=== PROBLEM TO SOLVE ===
Beneath this instruction is a listing. Transcribe from it only the stretch from the line with "Where are all" through the line with "Localize all text", both end lines included, exactly as written.

* * * *

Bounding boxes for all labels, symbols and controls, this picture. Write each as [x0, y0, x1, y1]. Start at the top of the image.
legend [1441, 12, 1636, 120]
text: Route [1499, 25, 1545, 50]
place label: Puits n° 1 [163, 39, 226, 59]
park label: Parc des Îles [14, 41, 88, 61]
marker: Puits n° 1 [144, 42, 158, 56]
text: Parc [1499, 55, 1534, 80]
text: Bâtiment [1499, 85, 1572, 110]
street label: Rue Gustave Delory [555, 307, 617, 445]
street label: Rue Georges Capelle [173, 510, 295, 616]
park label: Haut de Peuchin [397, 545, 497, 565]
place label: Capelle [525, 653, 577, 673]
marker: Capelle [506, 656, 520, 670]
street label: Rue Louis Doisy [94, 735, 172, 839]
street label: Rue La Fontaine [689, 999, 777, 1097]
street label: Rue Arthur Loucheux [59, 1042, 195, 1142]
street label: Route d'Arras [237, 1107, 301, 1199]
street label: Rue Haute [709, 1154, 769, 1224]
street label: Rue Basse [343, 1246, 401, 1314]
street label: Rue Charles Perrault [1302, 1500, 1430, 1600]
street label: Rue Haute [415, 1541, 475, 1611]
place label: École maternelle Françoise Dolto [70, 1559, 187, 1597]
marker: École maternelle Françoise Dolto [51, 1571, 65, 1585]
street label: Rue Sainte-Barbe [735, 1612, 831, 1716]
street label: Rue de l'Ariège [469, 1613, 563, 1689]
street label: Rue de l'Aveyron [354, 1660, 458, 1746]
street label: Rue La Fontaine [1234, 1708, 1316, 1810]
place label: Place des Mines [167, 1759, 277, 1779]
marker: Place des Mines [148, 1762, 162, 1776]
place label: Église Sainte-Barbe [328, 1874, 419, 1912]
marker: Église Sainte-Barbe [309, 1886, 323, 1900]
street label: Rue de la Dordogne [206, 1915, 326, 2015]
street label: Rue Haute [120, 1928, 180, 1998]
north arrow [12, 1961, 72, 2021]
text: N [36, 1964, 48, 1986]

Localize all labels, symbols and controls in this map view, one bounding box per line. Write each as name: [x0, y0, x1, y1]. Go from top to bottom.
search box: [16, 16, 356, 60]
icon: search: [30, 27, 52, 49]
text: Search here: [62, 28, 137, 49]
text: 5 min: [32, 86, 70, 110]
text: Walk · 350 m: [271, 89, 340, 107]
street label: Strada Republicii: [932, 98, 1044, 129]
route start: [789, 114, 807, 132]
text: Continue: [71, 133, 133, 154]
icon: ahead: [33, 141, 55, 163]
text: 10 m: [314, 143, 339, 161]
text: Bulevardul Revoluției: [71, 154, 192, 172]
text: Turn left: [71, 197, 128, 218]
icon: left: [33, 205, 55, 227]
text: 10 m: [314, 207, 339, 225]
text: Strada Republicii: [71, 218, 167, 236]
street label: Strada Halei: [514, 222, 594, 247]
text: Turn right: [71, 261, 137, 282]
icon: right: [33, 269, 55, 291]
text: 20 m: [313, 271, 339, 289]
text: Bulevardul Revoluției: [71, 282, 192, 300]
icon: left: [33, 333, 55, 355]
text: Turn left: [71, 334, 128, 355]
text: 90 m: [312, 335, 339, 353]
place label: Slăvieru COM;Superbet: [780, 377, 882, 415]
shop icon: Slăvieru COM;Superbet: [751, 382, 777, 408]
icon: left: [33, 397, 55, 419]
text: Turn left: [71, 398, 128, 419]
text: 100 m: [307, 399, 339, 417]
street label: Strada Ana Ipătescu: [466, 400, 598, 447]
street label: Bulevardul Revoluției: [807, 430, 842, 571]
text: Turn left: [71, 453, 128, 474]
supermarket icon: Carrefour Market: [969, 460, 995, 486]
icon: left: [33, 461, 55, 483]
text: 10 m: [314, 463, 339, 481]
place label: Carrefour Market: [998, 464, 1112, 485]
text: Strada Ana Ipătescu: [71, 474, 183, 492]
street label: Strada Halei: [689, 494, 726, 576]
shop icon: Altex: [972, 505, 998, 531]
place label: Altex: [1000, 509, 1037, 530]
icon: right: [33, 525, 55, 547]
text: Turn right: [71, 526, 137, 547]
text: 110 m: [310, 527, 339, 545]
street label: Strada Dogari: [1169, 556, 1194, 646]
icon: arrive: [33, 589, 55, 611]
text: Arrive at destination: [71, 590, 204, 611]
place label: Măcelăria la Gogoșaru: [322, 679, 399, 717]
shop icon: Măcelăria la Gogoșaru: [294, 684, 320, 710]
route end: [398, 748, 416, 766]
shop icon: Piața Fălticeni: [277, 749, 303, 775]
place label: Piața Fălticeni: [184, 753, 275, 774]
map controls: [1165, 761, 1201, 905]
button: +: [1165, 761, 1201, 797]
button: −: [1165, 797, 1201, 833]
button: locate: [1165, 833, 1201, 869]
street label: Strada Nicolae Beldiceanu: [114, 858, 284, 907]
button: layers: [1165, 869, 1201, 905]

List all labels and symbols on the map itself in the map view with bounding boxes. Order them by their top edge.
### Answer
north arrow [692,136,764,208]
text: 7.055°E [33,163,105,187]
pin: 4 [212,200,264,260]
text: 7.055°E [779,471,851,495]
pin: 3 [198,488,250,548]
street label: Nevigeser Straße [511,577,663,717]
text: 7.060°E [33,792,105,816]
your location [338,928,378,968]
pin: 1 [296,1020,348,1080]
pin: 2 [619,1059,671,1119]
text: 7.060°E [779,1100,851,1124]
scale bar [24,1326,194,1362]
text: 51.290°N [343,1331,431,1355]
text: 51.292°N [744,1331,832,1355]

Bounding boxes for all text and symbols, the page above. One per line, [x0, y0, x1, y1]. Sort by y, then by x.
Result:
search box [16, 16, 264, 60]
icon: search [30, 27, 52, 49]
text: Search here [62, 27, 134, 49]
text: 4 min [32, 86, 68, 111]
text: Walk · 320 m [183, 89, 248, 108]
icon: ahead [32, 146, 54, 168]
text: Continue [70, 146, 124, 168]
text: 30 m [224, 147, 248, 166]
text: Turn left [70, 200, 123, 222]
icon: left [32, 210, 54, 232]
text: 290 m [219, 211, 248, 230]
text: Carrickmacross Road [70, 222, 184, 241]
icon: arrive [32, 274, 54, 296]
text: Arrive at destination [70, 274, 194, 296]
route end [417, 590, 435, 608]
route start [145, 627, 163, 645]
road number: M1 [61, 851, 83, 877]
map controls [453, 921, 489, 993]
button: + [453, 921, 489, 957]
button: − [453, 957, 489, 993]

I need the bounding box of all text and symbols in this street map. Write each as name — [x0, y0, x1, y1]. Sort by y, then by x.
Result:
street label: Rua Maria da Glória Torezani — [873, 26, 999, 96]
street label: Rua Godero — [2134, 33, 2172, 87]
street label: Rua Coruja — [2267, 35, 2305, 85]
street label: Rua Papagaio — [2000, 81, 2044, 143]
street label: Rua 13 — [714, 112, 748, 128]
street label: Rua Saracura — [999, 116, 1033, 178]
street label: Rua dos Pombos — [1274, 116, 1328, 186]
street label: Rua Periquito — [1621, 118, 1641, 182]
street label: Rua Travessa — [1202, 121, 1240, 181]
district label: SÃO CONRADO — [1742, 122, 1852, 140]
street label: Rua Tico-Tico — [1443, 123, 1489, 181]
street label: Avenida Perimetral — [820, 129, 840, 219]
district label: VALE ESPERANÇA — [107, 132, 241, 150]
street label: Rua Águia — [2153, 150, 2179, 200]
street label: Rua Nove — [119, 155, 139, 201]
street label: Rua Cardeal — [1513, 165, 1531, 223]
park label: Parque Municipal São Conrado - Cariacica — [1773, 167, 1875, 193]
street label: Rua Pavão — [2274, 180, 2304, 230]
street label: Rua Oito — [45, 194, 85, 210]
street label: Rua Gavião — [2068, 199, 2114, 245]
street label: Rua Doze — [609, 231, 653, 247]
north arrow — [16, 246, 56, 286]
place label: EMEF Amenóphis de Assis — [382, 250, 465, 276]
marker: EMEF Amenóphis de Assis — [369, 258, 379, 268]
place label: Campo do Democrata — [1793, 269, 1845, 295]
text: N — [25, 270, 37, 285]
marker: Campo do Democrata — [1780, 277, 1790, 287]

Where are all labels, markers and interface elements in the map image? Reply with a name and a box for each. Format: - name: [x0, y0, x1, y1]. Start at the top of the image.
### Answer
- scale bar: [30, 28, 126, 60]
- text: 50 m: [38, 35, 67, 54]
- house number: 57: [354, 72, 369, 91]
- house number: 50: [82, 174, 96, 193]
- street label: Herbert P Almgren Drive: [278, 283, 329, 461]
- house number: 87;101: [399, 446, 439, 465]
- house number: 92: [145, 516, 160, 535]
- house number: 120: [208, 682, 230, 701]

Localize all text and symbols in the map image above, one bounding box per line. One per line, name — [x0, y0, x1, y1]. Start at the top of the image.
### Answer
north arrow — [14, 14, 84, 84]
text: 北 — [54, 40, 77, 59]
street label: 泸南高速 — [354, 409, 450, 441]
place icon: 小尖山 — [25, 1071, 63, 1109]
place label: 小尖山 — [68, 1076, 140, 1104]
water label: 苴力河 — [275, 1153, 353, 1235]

* * * *

=== SOLUTION TO THIS TASK ===
Where are all labels, markers and interface elements in the map image? Reply with a name and a box for each. Format: - name: [x0, y0, x1, y1]. Start at the top of the image.
### Answer
- scale bar: [30, 28, 126, 60]
- text: 50 m: [38, 35, 67, 54]
- house number: 57: [354, 72, 369, 91]
- house number: 50: [82, 174, 96, 193]
- street label: Herbert P Almgren Drive: [278, 283, 329, 461]
- house number: 87;101: [399, 446, 439, 465]
- house number: 92: [145, 516, 160, 535]
- house number: 120: [208, 682, 230, 701]

Localize all text and symbols in the map image above, one bounding box per line. One per line, name — [x0, y0, x1, y1]. Start at the top of the image.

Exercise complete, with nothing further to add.